In den zwischen den Beteiligten in ihrem Bedeutungsinhalt strittigen Angaben, betreffend die Zylinderdrehzahlen in dem der Patentkategorie "Vorrichtung" zuzurechnenden Patentanspruch 1, sieht der Senat die Arbeitsweise des beanspruchten Antriebs. Die Arbeitsweise einer Vorrichtung ist als solche Kennzeichen der Vorrichtung. Im streitpatentgemäß vorliegenden Fall wird daher ein Antrieb in der durch die angegebene Arbeitsweise konkret festgelegten Betriebssituation beansprucht. Stand der Technik mit der bloß maschinentechnisch vorhandenen Möglichkeit zu einer entsprechenden Arbeitsweise steht daher nicht zwangsläufig entgegen. Vorliegend ist dies allerdings ohne Belang, denn der in Betracht gezogene Stand der Technik zeigt die maschinentechnische Realisierbarkeit besagter Arbeitsweise und gibt darüber hinaus auch Anregung zu ihrer Durchführung.

4.

Die Neuheit des zweifellos gewerblich anwendbaren Antriebs nach Patentanspruch 1 kann dahingestellt bleiben, denn das Streitpatent kann jedenfalls deswegen keinen Bestand haben, weil der beanspruchte Antrieb -auch im Hinblick auf die konkret beanspruchte Arbeitsweise mit den vorgeschriebenen Drehzahlbereichen der Druckwerkzylinder (s. o.) -dem Fachmann am Anmeldetag durch den Stand der Technik nahegelegt war.
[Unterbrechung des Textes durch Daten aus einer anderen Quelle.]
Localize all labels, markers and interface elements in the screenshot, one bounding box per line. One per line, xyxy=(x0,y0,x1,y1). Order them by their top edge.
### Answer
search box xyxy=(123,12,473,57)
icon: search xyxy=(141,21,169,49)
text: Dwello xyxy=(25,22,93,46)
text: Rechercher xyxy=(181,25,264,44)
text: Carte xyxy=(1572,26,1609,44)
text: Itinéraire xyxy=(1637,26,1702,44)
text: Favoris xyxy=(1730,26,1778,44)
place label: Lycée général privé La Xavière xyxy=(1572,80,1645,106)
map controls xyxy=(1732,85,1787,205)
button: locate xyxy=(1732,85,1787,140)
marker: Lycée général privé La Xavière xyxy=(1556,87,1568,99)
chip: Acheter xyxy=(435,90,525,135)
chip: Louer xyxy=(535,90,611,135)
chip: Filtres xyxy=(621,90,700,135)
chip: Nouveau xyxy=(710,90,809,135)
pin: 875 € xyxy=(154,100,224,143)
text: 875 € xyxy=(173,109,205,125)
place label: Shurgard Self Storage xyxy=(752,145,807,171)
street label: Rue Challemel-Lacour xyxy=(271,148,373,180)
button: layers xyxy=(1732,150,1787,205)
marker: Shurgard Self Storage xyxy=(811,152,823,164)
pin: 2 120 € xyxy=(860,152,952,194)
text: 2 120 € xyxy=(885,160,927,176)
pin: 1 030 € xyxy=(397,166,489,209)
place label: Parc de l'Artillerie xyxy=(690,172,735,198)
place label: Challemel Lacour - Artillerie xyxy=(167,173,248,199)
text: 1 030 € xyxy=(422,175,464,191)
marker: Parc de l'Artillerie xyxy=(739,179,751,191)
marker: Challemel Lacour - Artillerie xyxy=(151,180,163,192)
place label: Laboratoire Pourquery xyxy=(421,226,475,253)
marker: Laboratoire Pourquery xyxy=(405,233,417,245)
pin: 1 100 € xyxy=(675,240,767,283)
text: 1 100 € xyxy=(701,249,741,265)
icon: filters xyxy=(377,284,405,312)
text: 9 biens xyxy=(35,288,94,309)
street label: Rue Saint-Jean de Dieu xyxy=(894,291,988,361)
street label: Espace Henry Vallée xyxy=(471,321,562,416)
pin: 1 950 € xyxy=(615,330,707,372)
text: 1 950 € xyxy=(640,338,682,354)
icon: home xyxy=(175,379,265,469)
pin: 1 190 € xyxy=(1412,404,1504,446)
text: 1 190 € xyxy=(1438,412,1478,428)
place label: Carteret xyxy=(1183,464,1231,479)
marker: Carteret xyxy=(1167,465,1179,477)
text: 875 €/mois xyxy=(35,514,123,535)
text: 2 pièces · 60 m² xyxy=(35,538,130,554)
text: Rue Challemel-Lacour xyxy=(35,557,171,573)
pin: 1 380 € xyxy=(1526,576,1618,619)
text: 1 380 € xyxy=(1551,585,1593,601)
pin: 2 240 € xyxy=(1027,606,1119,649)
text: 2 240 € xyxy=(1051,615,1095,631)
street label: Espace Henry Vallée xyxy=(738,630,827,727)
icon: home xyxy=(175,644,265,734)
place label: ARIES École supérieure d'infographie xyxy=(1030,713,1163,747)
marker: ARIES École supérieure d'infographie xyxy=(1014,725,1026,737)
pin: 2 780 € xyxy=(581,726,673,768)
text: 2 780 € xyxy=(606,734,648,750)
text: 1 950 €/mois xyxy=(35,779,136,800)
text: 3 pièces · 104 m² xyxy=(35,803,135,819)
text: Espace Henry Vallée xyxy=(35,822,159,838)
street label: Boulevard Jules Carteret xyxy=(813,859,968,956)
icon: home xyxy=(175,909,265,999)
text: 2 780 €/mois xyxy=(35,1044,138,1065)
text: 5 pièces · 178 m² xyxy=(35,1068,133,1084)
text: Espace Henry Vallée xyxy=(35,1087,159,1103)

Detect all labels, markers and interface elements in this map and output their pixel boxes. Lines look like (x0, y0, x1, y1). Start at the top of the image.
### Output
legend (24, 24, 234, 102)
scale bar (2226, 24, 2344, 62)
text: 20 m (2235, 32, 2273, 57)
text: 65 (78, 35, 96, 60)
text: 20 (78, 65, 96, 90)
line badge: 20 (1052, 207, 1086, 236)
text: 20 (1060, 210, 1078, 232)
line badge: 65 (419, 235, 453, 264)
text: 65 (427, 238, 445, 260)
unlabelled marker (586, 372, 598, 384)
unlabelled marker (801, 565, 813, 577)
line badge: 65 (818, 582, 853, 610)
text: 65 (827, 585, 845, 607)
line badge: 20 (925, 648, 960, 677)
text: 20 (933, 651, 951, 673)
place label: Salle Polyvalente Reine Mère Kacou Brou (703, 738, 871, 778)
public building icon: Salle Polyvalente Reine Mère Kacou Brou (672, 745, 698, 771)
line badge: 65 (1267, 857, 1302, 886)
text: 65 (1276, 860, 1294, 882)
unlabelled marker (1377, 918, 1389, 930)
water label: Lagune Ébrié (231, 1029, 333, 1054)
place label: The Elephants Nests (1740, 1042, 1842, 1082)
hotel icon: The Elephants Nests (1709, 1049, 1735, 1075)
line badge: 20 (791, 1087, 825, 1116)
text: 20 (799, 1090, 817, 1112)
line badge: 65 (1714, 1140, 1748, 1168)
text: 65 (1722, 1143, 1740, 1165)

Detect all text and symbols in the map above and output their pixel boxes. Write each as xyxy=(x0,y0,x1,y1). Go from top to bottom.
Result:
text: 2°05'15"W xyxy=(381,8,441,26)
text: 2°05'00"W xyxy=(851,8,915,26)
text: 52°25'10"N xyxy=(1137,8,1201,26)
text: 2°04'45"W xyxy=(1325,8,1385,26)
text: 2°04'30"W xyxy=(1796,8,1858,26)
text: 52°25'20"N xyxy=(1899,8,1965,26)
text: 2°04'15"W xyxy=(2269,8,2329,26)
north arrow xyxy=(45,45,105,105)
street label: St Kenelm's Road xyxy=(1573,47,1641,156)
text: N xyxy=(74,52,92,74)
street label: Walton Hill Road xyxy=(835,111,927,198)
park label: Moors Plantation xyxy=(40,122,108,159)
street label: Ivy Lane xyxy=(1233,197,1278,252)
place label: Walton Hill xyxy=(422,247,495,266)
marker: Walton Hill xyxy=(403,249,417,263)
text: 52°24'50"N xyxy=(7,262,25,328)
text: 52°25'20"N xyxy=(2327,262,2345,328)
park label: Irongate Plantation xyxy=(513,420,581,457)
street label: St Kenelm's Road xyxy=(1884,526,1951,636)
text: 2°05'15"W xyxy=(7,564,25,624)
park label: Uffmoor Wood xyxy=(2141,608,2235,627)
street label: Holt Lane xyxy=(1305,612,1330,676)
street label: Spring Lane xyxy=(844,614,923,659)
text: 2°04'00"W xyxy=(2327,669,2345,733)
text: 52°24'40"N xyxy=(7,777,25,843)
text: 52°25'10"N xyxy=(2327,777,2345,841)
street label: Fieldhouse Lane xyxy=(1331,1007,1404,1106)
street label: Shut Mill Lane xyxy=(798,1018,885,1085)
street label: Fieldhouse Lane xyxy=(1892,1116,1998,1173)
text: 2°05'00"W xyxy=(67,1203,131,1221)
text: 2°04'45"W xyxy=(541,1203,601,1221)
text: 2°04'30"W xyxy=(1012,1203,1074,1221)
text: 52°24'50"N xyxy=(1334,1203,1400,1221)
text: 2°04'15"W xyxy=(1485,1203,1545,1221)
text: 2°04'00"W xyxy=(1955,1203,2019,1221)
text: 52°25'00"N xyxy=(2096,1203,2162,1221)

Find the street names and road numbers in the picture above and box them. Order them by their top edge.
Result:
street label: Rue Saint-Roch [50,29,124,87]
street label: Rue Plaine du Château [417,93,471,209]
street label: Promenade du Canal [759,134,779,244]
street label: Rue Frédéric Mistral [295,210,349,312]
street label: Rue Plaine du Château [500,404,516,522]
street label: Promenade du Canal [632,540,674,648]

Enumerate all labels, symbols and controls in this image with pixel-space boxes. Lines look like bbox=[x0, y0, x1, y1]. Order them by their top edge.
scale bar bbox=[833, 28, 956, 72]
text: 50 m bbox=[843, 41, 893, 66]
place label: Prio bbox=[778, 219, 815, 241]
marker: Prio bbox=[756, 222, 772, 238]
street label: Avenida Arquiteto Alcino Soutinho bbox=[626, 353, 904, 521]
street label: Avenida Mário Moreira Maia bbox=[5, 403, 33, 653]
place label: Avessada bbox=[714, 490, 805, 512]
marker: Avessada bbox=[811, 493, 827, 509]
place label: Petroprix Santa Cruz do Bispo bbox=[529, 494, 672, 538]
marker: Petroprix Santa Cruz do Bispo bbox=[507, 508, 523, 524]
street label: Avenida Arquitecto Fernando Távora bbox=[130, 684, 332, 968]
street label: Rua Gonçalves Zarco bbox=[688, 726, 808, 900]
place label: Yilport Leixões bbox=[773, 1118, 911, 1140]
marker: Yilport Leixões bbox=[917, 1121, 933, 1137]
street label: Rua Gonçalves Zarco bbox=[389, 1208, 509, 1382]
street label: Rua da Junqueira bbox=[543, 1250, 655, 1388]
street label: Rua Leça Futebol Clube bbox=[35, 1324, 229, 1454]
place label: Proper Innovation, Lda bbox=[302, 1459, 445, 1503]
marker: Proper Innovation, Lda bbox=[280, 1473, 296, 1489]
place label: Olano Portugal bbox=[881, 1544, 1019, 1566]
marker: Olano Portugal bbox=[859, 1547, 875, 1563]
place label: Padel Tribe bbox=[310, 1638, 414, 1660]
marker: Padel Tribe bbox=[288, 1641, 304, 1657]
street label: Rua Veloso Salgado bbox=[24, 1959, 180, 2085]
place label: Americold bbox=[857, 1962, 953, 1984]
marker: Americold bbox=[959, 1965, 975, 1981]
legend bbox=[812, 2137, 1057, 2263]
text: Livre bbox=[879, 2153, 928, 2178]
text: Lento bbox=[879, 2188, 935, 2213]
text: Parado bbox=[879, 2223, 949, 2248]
Als Durchschnittsfachmann ist ein Ingenieur der Fachrichtung Maschinenbau zu sehen, der bei einem Druckmaschinenhersteller mit der Entwicklung von Druckwerk-Antrieben, insbesondere an Rollenrotationsdruckmaschinen, betraut ist und auf diesem Gebiet über mehrjährige Berufserfahrung verfügt.

Zur Erleichterung von Bezugnahmen ist der Antrieb nach Patentanspruch 1 nachstehend in Form einer Merkmalsgliederung wiedergegeben:

1.

Antrieb einer Druckeinheit, 2.

die Druckeinheit hat mindestens vier Zylinder, 2.1 die Druckeinheit weist ein erstes Paar aus einem ersten Formzylinder und einem ersten Übertragungszylinder auf, 2.2 die Druckeinheit weist ein zweites Paar aus einem zweiten Formzylinder und einem zweiten Übertragungszylinder auf, 3.

die Übertragungszylinder wirken in einer Druck-An-Stellung zusammen, 4.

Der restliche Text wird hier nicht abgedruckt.